Stored items:
Content starts

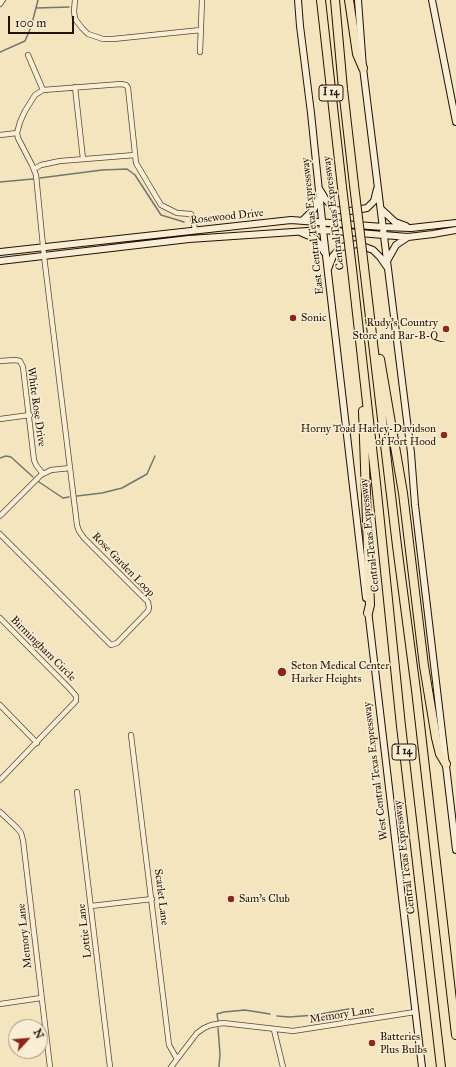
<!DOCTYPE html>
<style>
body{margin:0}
#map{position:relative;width:456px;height:1067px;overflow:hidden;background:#f4e5bf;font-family:"IM FELL Great Primer",serif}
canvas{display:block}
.north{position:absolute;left:8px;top:1019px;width:40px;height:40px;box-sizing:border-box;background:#f8eed5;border:1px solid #a49580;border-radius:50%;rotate:64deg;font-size:11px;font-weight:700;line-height:16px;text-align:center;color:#261000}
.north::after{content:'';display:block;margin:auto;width:14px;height:18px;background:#8f2418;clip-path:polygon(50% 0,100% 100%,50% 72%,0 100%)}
.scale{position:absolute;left:8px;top:16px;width:66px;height:18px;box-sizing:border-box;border:2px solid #261000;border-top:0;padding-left:5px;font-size:12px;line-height:14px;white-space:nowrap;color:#261000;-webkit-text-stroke:3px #f8eed5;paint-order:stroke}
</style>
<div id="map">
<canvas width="456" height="1067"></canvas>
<div class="north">N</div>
<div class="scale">100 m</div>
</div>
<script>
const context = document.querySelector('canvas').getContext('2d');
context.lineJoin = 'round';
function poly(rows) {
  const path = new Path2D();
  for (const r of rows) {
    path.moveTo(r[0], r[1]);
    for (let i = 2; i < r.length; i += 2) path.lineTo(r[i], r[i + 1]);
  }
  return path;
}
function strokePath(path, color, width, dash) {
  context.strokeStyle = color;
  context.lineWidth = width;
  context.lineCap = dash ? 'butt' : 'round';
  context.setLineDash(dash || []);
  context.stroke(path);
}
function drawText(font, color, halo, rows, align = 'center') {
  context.font = font + ' "IM FELL Great Primer",serif';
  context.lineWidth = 3;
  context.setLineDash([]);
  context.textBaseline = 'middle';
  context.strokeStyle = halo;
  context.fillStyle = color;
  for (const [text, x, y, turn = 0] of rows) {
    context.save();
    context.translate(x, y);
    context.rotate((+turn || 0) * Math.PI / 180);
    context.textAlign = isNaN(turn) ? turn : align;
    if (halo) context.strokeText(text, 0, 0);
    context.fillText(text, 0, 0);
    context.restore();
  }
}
const stream = poly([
 [37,8,69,7],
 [0,52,25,41,31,27,38,0],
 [40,178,102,170,127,169,135,175,161,215,184,222],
 [0,182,33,179],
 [0,458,6,456,11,457,33,477],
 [39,482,63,498,69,497],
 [77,496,102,493,122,488,147,474,155,456],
 [277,1016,289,1017,315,1015,354,1008],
 [218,1021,217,1014,224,1012,245,1010,270,1014],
 [218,1028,220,1054,219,1067]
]);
const street = poly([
 [75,0,74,11,75,19,82,28,88,34,103,39,113,39,201,30],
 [0,4,3,0],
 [200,52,202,0],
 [28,55,43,90],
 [75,87,83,159],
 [0,135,17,133],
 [34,169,41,165,60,161,135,155],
 [0,361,15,360,20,361,23,367,34,460,36,465,43,474],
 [0,419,30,415],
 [0,516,41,475,51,470,70,468],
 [0,534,111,645,117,643,148,611,149,608,148,602,84,538,79,531,77,525,44,256,36,175,32,165,18,138,17,133,20,122,25,111,35,95,43,90,121,84,126,85,128,88,136,163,161,205,177,213,191,214,193,218,195,230],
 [0,618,69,688,76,696,76,701,0,780],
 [0,705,37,743],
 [131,735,169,1045,177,1059],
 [77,792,110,1067],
 [0,812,17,828,21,833,23,840,50,1067],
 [91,906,152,899],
 [0,1004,41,998],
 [274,1030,283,1067],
 [171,1067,197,1033,204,1028,211,1025,223,1023,293,1031,415,1012]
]);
const secondary = poly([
 [298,0,300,26,311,113,323,230,366,598],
 [358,0,363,68,411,453,415,505,456,850],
 [432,0,456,122],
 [320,190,326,200,336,210,350,211,367,208,374,201,377,189],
 [381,209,395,222,406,226],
 [303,220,314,209,318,199],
 [302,233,314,238,321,246,324,252],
 [0,252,291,220,383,227,411,228,456,223],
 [0,261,189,239,323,230,408,237,433,234,456,230],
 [387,261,396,245,408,237],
 [328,269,333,256,341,247,357,244,373,250,380,257,387,267],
 [368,610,422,1067]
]);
const highway = poly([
 [321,0,342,187],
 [335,0,343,89,354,185],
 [349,0,357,54,363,68],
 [364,267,397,546,416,690,456,1035],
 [352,269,376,483,401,726,441,1067],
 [380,359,403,493,424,666,436,738,440,754,446,764],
 [363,411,370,605,368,613]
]);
const highwayBridge = poly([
 [354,185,364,267],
 [342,187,352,269]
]);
const markers = [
 [293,318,4,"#8f2418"],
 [446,329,4,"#8f2418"],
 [444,435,4,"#8f2418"],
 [282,672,5,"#8f2418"],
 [231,899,4,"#8f2418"],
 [372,1043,4,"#8f2418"]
];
const shields = [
 [331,93,24],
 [404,752,24]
];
const shieldNames = [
 ["I 14",331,93],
 ["I 14",404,752]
];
const streetNames = [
 ["Central Texas Expressway",334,213,-97],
 ["Rosewood Drive",227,217,-6],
 ["East Central Texas Expressway",313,226,-96],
 ["White Rose Drive",36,407,82],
 ["Central Texas Expressway",370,535,-96],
 ["Rose Garden Loop",123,565,46],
 ["Birmingham Circle",43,649,45],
 ["West Central Texas Expressway",376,771,-97],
 ["Central Texas Expressway",405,857,-97],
 ["Scarlet Lane",161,897,83],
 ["Lottie Lane",85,931,-97],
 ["Memory Lane",25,936,-96],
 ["Memory Lane",342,1015,-9]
];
const poiNames = [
 ["Sonic",301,318],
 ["Rudy's Country",438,323,"right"],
 ["Store and Bar-B-Q",438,336,"right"],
 ["Horny Toad Harley-Davidson",436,429,"right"],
 ["of Fort Hood",436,442,"right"],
 ["Seton Medical Center",291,666],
 ["Harker Heights",291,679],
 ["Sam's Club",239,899],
 ["Batteries",380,1037],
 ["Plus Bulbs",380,1050]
];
strokePath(stream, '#707771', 1.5);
strokePath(street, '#5a4530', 6);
strokePath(secondary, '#261000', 8);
strokePath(highway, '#261000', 10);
strokePath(street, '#f8eed5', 4.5);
strokePath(secondary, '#f8eed5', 6);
strokePath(highway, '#f4e5bf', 8);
strokePath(highwayBridge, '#261000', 10, []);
strokePath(highwayBridge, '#f4e5bf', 8);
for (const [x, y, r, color] of markers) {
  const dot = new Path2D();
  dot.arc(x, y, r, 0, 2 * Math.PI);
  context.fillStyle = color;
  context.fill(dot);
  strokePath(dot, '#f8eed5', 1.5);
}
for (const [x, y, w] of shields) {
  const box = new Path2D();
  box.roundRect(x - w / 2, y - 8, w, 16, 3);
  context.fillStyle = '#f8eed5';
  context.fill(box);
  strokePath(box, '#261000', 1);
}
drawText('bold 10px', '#261000', null, shieldNames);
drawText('11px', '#261000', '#f8eed5', streetNames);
drawText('11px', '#261000', '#f8eed5', poiNames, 'left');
</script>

Content ends

▶ [How to complete this task] Return, word for word, the lines from the one containing "box.roundRect(x - w / 2, y - 8, w, 16, 3);" through the end of the data above, both ends included, and nothing else.

▶ [Answer to the problem]
  box.roundRect(x - w / 2, y - 8, w, 16, 3);
  context.fillStyle = '#f8eed5';
  context.fill(box);
  strokePath(box, '#261000', 1);
}
drawText('bold 10px', '#261000', null, shieldNames);
drawText('11px', '#261000', '#f8eed5', streetNames);
drawText('11px', '#261000', '#f8eed5', poiNames, 'left');
</script>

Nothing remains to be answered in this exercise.